Enlightened Masculinity – A guest blog by Adam Deal
In January of this year Gillette released a commercial entitled “We Believe” that sparked a lot of controversy. In a play on its own slogan, Gillette asked, “Is this the best a man can get?” What followed was a series of examples of the bullying, harassing behaviour often ignored or excused in men, with references to how long this has been going on. It then followed with a call to action, showing more positive examples of behaviour before concluding by reminding us that “The boys watching today will be the men of tomorrow.”
A lot of people really did not like this ad. For many it seemed like just another company using a popular debate to sell their product, to others it felt like beating a dead horse. For some, like myself, it was a welcome change to the hyper masculinity rhetoric we are so used to seeing. Because the truth of the matter is that we can do better. Better for our children, better for each other.
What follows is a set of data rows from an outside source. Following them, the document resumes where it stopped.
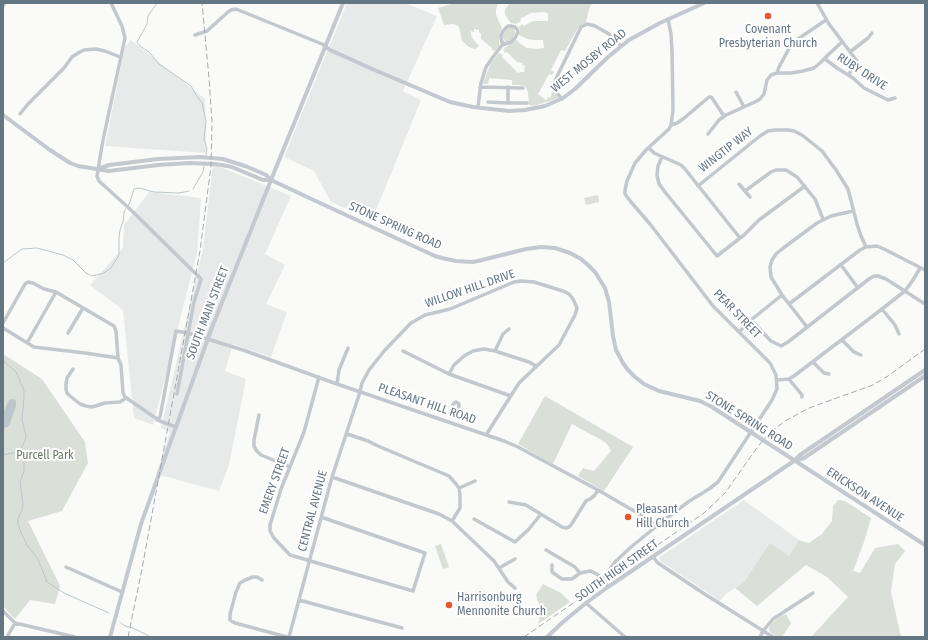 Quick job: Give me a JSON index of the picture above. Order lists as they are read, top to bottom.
{
  "streets": {
    "main road": [
      "WEST MOSBY ROAD",
      "STONE SPRING ROAD",
      "SOUTH MAIN STREET",
      "ERICKSON AVENUE",
      "SOUTH HIGH STREET"
    ],
    "street": [
      "RUBY DRIVE",
      "WINGTIP WAY",
      "WILLOW HILL DRIVE",
      "PEAR STREET",
      "PLEASANT HILL ROAD",
      "EMERY STREET",
      "CENTRAL AVENUE"
    ]
  },
  "crossings": [
    ["WEST MOSBY ROAD", "SOUTH MAIN STREET"],
    ["STONE SPRING ROAD", "SOUTH MAIN STREET"],
    ["STONE SPRING ROAD", "ERICKSON AVENUE"],
    ["STONE SPRING ROAD", "SOUTH HIGH STREET"],
    ["WILLOW HILL DRIVE", "PLEASANT HILL ROAD"],
    ["WILLOW HILL DRIVE", "CENTRAL AVENUE"],
    ["SOUTH MAIN STREET", "PLEASANT HILL ROAD"],
    ["PLEASANT HILL ROAD", "EMERY STREET"],
    ["PLEASANT HILL ROAD", "CENTRAL AVENUE"],
    ["EMERY STREET", "CENTRAL AVENUE"],
    ["ERICKSON AVENUE", "SOUTH HIGH STREET"]
  ],
  "parks": ["Purcell Park"],
  "places": ["Covenant Presbyterian Church", "Pleasant Hill Church", "Harrisonburg Mennonite Church"]
} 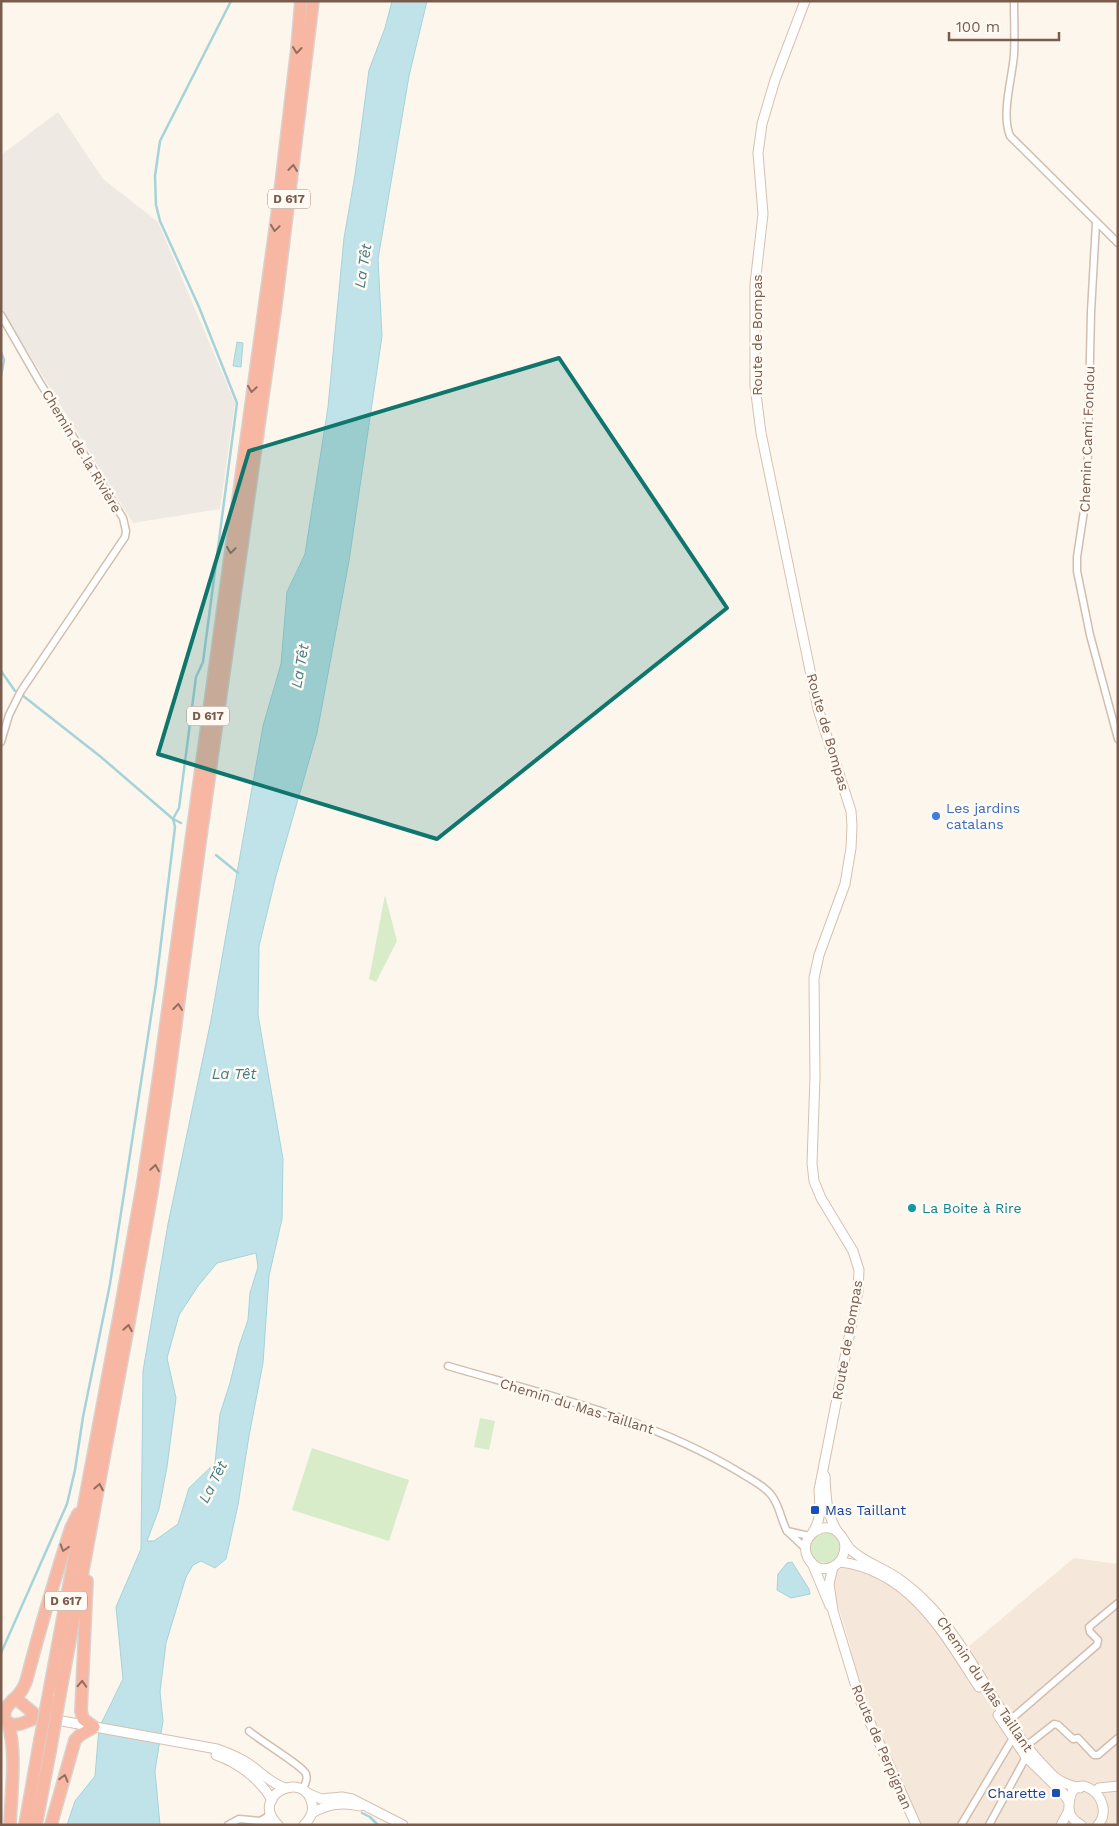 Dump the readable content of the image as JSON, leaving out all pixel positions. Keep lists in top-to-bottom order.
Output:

The ad focuses a lot on the phrase “boys will be boys,” which is probably where it earns a good portion of the hate directed at it. This has long been a contention in the United States and elsewhere, a phrase tossed around to excuse all manner behavior, from the benign to the criminal. “Boys will be boys” is fine when you are talking about a child eating dirt, or a group of guys debating sports.
When it comes to the basis of how we treat ourselves and others, boys do not have to be boys. We do not have to accept the narrow view that is placed upon us. We are not simply wild animals incapable of controlling our urges, not automatons unable to experience the most basic emotions. We feel deeply. We care deeply. To say otherwise is to deny who we are. To pretend otherwise is to deny to yourself the experiences and sensations that make it truly worth it to be alive.
“We feel deeply. We care deeply. To say otherwise is to deny who we are. To pretend otherwise is to deny to yourself the experiences and sensations that make it truly worth it to be alive.”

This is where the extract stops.